■ WORK TASK:
Your answer must be an exact copy of the records below, minus the pictures.

Saved entries
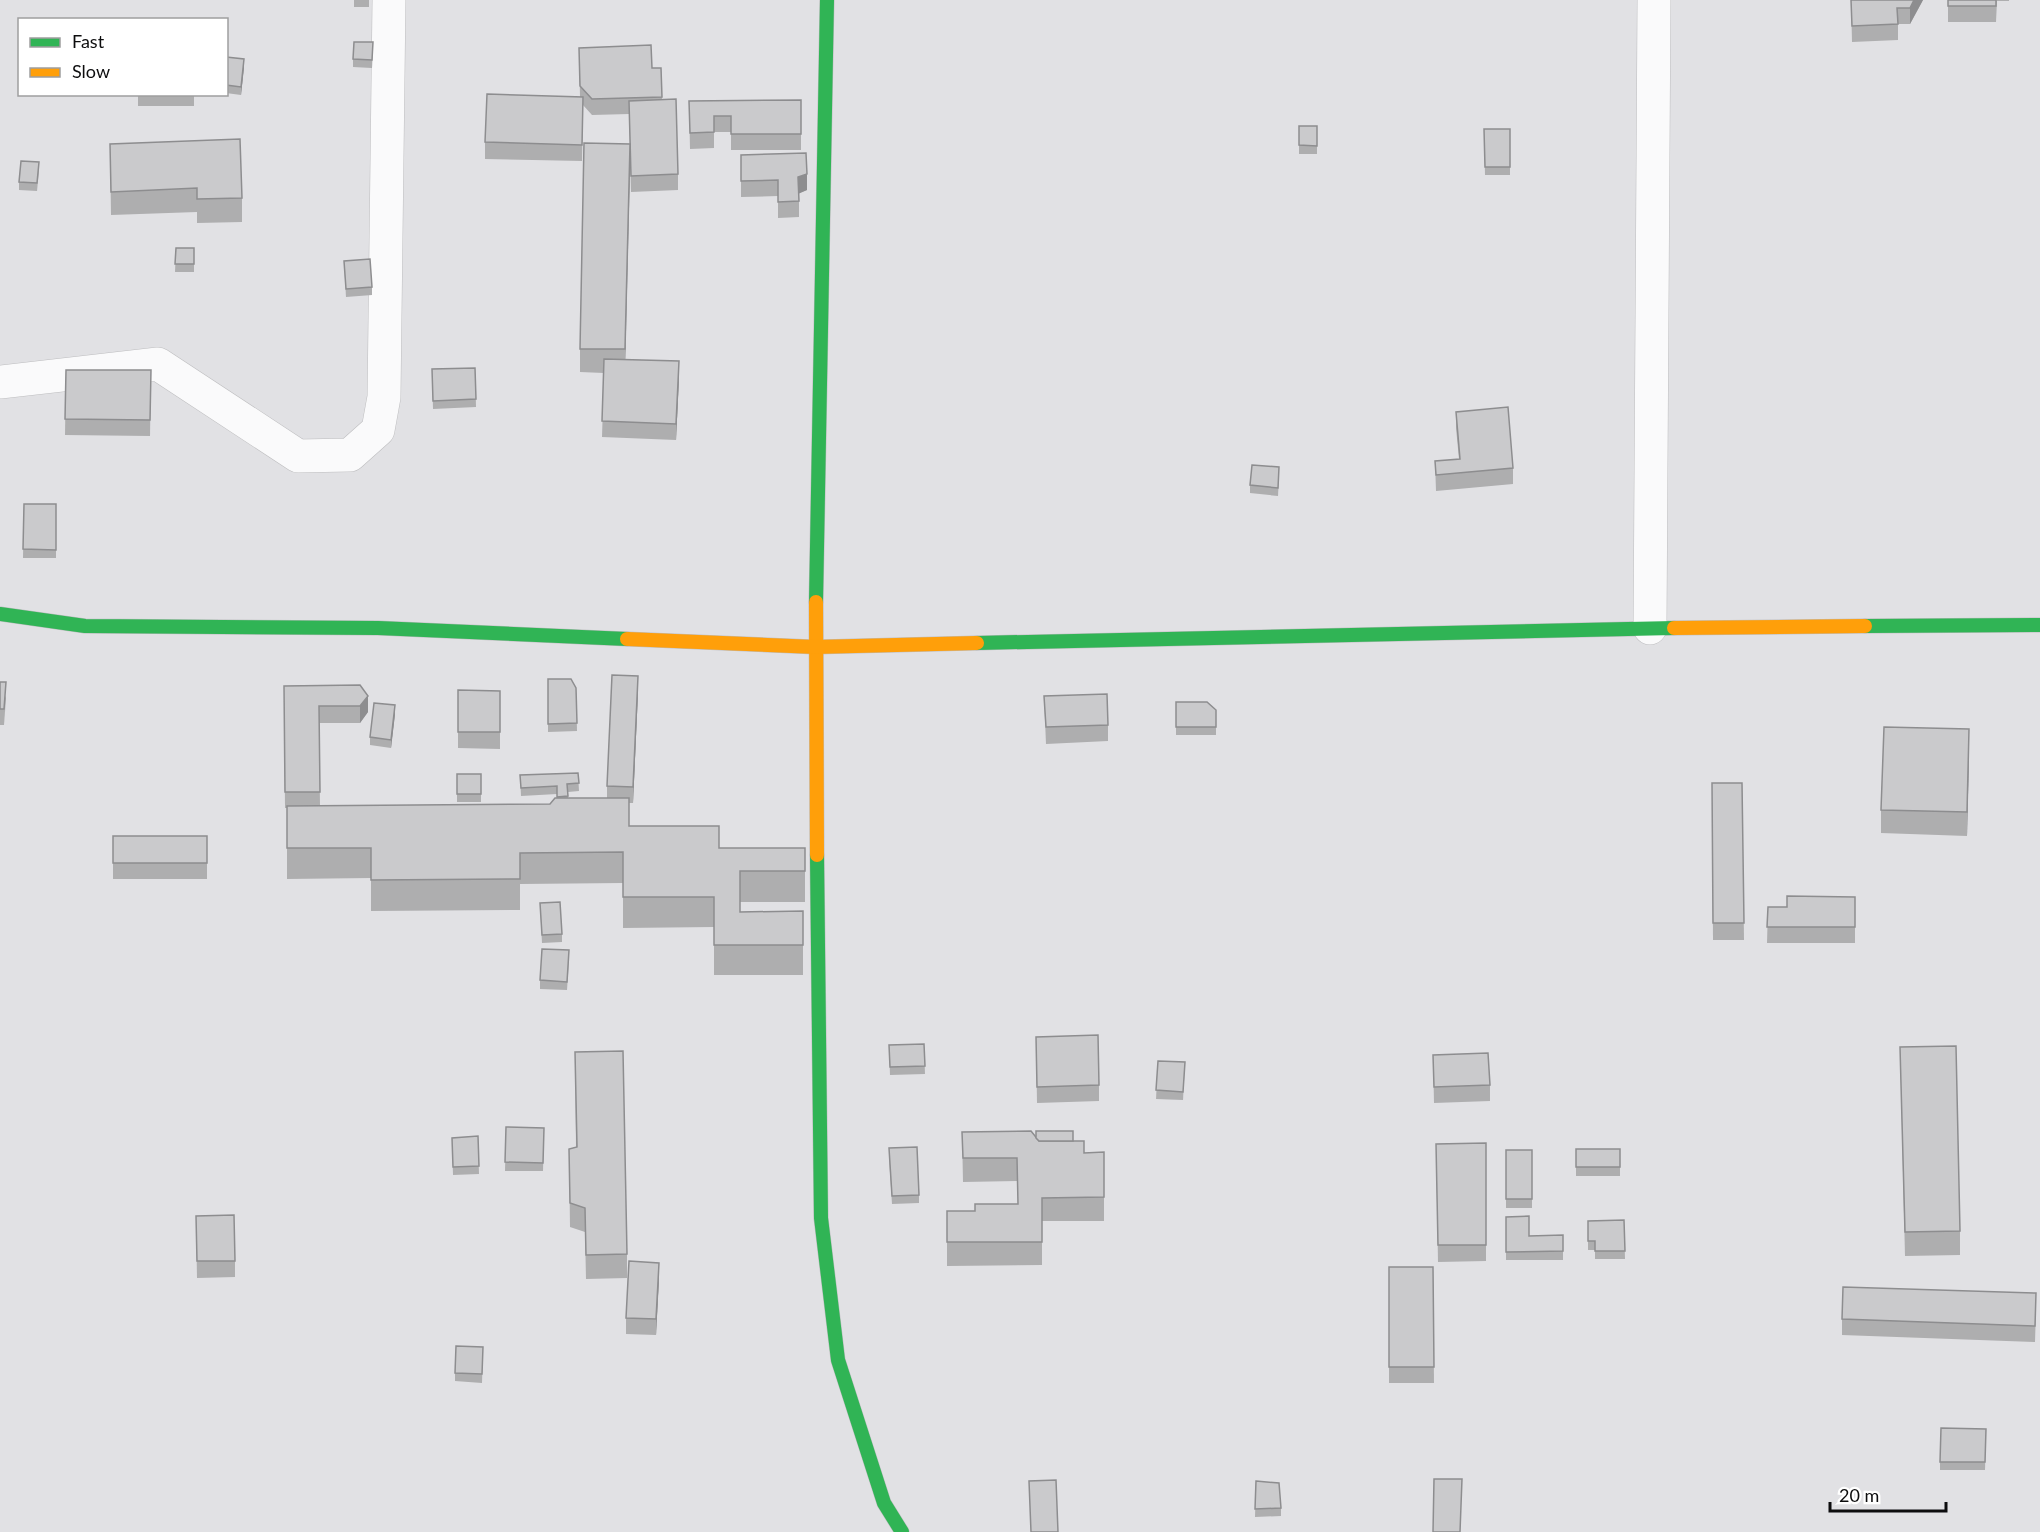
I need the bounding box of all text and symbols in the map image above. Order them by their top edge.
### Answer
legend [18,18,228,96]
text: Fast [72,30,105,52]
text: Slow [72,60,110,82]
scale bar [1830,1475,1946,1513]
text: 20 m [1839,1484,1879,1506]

■ RESPONSE FOR THIS EXERCISE:
I need the bounding box of all text and symbols in the map image above. Order them by their top edge.
### Answer
legend [18,18,228,96]
text: Fast [72,30,105,52]
text: Slow [72,60,110,82]
scale bar [1830,1475,1946,1513]
text: 20 m [1839,1484,1879,1506]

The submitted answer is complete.